---------- GIVEN INFORMATION ----------

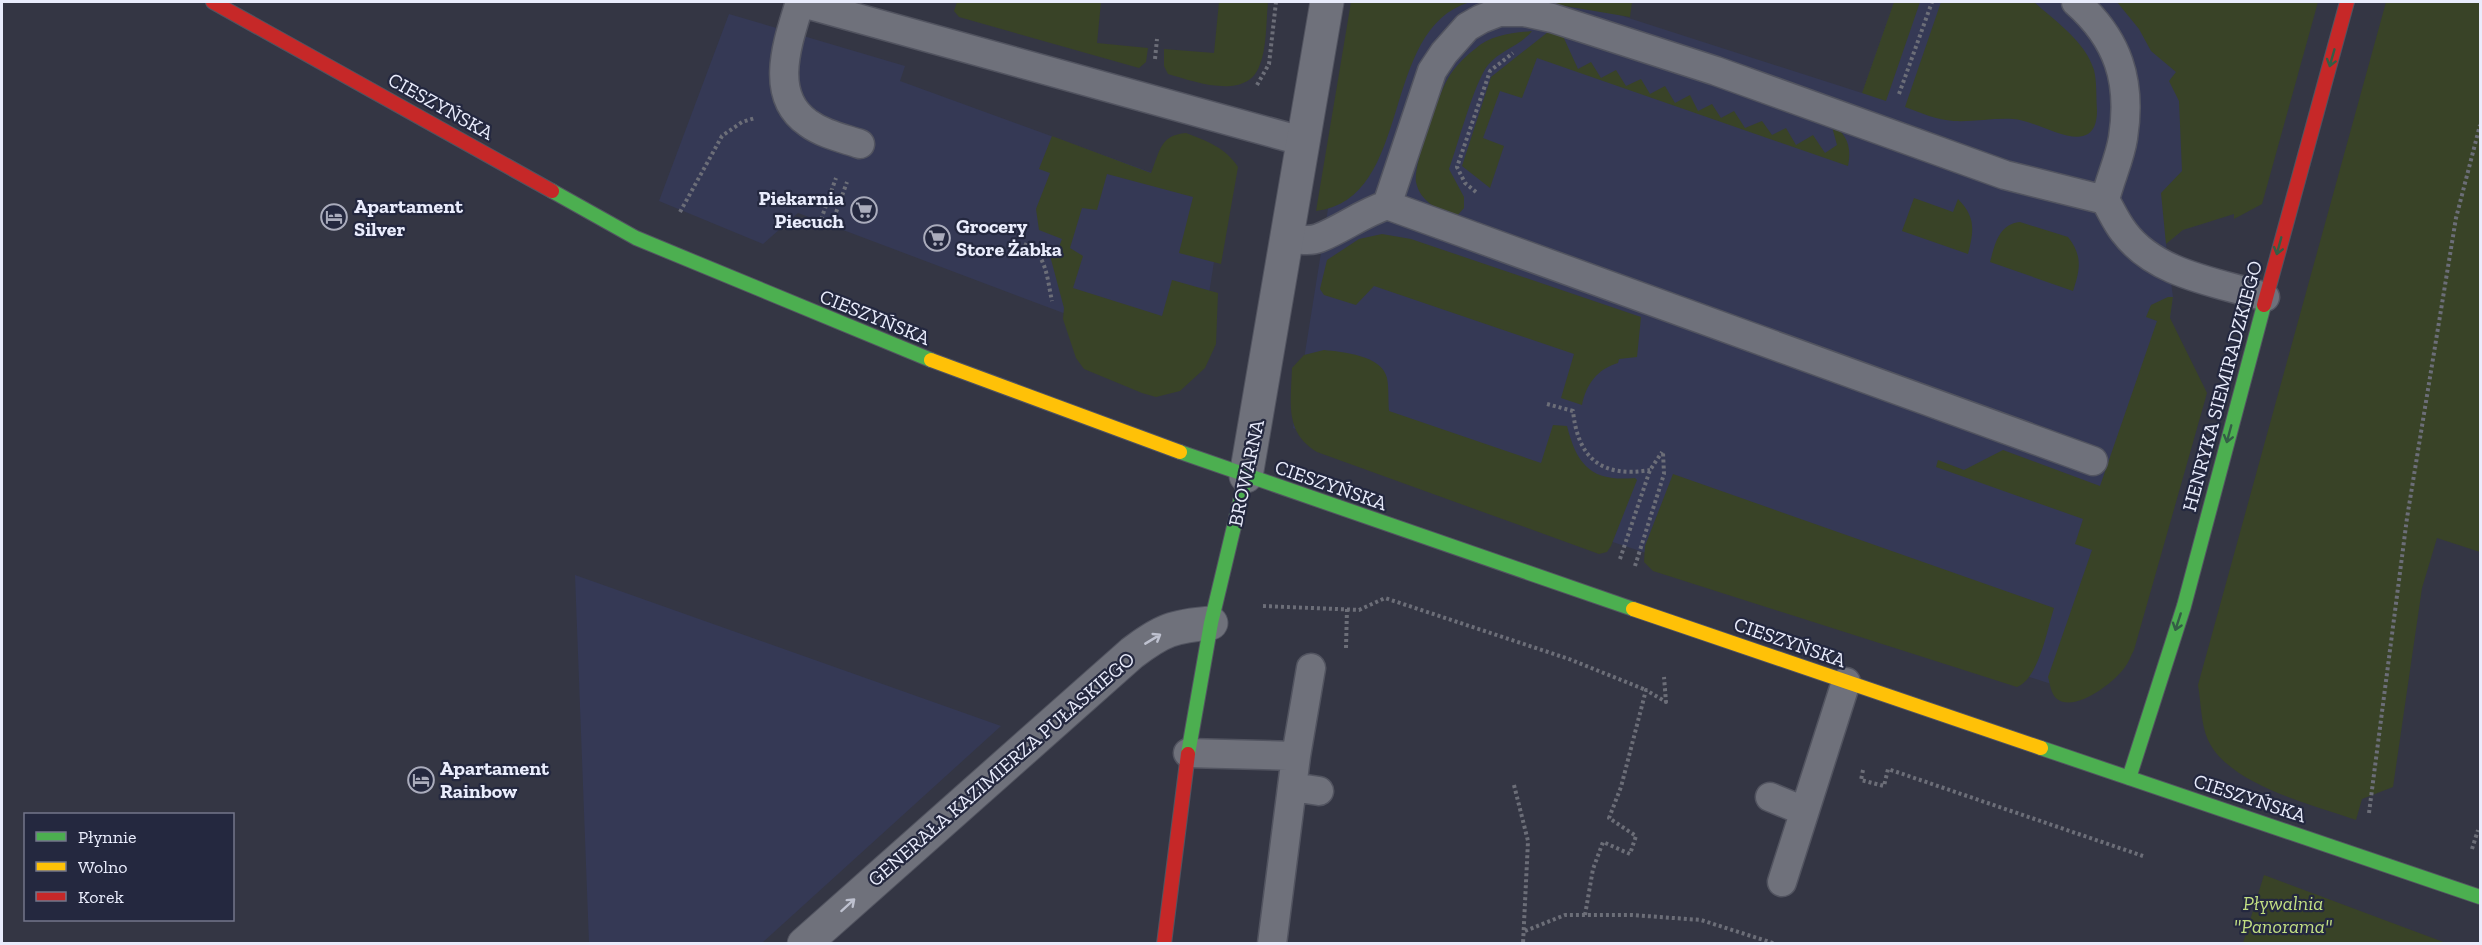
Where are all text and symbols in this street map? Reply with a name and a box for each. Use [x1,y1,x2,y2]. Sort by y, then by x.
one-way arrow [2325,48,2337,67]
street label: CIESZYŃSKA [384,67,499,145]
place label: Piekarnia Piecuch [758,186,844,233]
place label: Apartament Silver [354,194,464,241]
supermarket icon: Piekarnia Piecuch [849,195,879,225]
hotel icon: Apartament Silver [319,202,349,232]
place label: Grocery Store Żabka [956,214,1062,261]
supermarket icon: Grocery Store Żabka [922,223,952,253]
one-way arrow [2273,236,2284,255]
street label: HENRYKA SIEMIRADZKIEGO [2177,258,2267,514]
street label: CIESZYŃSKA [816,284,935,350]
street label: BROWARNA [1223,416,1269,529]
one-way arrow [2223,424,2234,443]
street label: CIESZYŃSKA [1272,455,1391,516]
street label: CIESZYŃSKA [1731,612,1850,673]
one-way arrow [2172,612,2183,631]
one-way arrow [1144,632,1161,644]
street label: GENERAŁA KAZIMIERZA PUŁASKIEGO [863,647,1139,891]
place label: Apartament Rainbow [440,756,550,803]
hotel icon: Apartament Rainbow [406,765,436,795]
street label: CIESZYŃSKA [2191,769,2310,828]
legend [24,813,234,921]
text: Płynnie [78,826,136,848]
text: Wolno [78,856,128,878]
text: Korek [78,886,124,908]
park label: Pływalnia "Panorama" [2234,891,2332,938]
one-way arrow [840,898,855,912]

----------

* _WORK TASK_:
Pictures aside, repeat every entry exactly as written.

* _TASK RESPONSE_:
Where are all text and symbols in this street map? Reply with a name and a box for each. Use [x1,y1,x2,y2]. Sort by y, then by x.
one-way arrow [2325,48,2337,67]
street label: CIESZYŃSKA [384,67,499,145]
place label: Piekarnia Piecuch [758,186,844,233]
place label: Apartament Silver [354,194,464,241]
supermarket icon: Piekarnia Piecuch [849,195,879,225]
hotel icon: Apartament Silver [319,202,349,232]
place label: Grocery Store Żabka [956,214,1062,261]
supermarket icon: Grocery Store Żabka [922,223,952,253]
one-way arrow [2273,236,2284,255]
street label: HENRYKA SIEMIRADZKIEGO [2177,258,2267,514]
street label: CIESZYŃSKA [816,284,935,350]
street label: BROWARNA [1223,416,1269,529]
one-way arrow [2223,424,2234,443]
street label: CIESZYŃSKA [1272,455,1391,516]
street label: CIESZYŃSKA [1731,612,1850,673]
one-way arrow [2172,612,2183,631]
one-way arrow [1144,632,1161,644]
street label: GENERAŁA KAZIMIERZA PUŁASKIEGO [863,647,1139,891]
place label: Apartament Rainbow [440,756,550,803]
hotel icon: Apartament Rainbow [406,765,436,795]
street label: CIESZYŃSKA [2191,769,2310,828]
legend [24,813,234,921]
text: Płynnie [78,826,136,848]
text: Wolno [78,856,128,878]
text: Korek [78,886,124,908]
park label: Pływalnia "Panorama" [2234,891,2332,938]
one-way arrow [840,898,855,912]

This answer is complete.